# PROBLEM REQUIREMENTS:
In the listing below, find each line that holds the string "Sort" and copy it.

# TASK DATA:
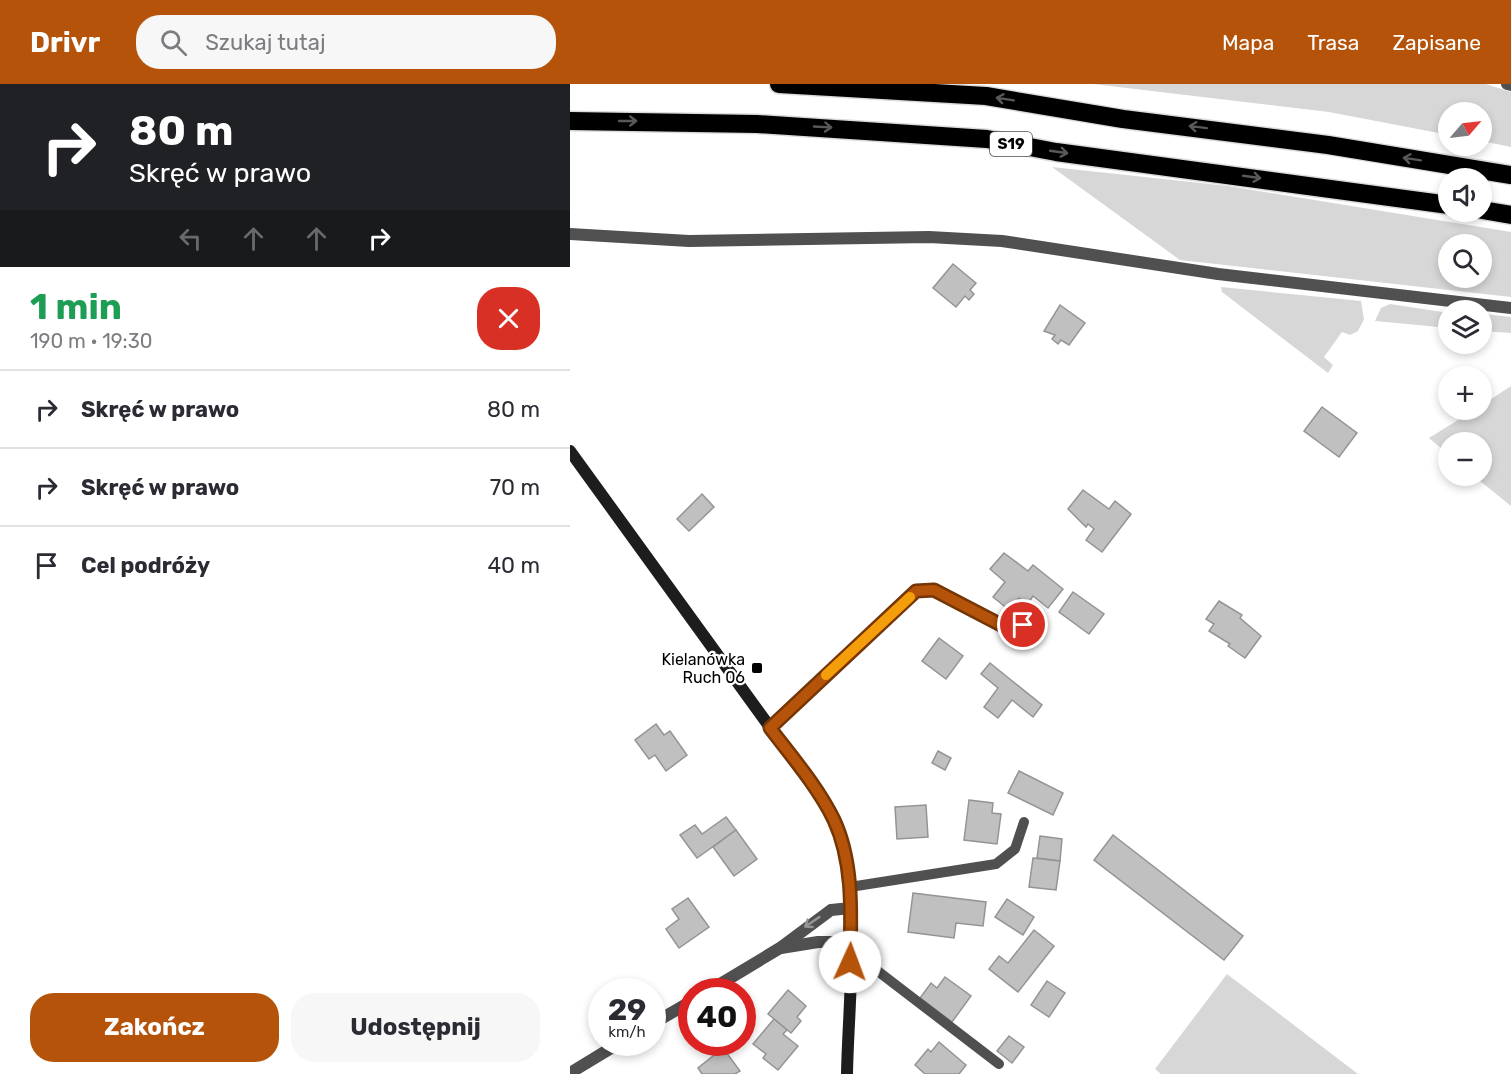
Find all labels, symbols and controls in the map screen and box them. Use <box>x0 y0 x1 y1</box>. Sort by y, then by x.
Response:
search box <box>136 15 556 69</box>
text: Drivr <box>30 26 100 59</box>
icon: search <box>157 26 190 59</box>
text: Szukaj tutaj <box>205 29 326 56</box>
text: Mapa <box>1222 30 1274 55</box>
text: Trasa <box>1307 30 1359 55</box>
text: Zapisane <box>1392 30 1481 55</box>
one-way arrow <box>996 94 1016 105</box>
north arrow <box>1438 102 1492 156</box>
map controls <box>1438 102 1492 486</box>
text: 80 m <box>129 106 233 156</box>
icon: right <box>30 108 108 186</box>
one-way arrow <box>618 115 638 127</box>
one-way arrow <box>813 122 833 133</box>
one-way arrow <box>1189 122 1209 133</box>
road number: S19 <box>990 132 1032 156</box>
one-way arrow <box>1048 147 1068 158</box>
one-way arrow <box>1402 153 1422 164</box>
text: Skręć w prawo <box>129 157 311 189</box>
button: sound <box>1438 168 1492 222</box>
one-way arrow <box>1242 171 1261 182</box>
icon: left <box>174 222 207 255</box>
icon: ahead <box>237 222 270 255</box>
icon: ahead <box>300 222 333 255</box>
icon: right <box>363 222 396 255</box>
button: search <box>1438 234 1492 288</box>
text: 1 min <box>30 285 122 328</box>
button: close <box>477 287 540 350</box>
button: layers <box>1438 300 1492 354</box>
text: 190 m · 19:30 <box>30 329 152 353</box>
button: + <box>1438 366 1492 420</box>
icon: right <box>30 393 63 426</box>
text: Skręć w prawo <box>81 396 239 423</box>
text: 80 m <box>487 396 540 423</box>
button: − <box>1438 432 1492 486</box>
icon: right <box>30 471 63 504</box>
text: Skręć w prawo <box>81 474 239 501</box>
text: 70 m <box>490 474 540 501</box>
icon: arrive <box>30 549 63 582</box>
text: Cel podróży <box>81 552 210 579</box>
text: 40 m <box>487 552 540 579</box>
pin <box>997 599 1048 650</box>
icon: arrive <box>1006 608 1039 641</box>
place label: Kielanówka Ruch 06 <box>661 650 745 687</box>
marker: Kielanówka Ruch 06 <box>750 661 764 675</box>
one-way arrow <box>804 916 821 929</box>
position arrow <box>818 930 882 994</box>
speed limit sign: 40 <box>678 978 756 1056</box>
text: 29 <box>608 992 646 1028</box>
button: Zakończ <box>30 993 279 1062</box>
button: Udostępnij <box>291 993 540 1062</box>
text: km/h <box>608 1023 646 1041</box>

---

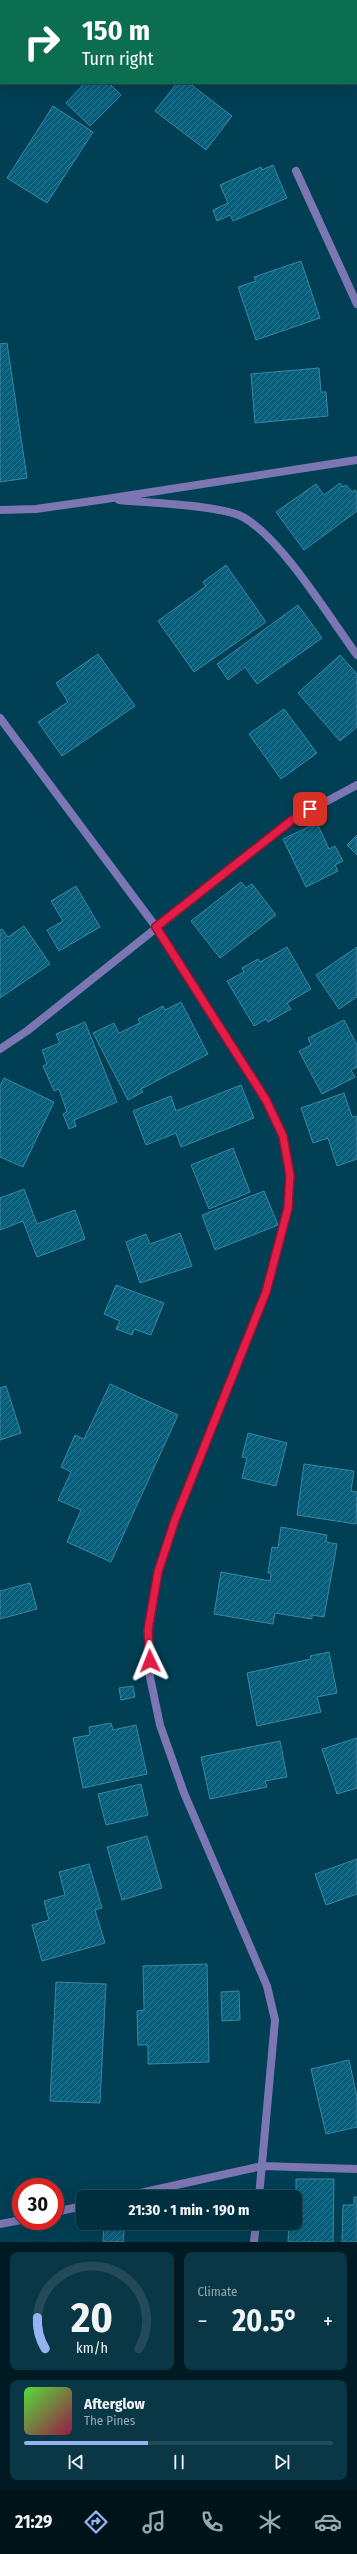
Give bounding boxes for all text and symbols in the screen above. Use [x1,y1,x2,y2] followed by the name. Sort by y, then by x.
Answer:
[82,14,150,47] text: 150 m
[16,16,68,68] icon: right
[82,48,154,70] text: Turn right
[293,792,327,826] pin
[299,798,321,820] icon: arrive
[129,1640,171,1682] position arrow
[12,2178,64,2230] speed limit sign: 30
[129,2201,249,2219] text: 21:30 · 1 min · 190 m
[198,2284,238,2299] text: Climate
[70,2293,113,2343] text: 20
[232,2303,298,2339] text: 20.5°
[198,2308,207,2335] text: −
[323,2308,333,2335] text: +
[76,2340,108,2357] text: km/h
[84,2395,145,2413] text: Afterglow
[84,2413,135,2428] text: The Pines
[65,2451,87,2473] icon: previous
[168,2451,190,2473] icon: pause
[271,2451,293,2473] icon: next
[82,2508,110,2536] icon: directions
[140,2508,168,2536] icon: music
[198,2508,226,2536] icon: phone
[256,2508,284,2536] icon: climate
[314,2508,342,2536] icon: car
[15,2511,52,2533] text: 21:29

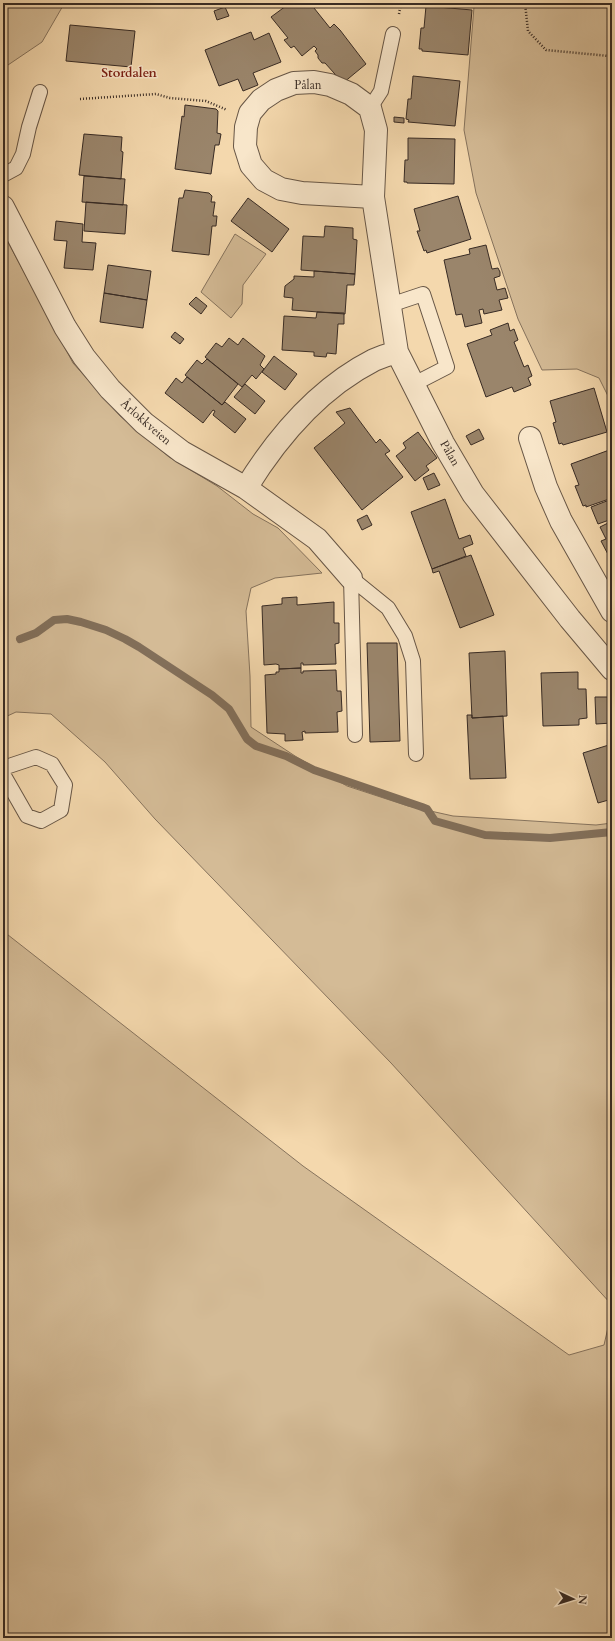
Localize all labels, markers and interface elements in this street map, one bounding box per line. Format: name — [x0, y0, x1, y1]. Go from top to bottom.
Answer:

# RESULT FOR THIS TASK:
Find all labels, symbols and controls in the map screen and box them. Use <box>x0 y0 x1 y1</box>. Sort by y, then by x.
Give bounding boxes for all text and symbols in the screen above. Use [x1,y1,x2,y2] followed by the name. Sort by y, then by x.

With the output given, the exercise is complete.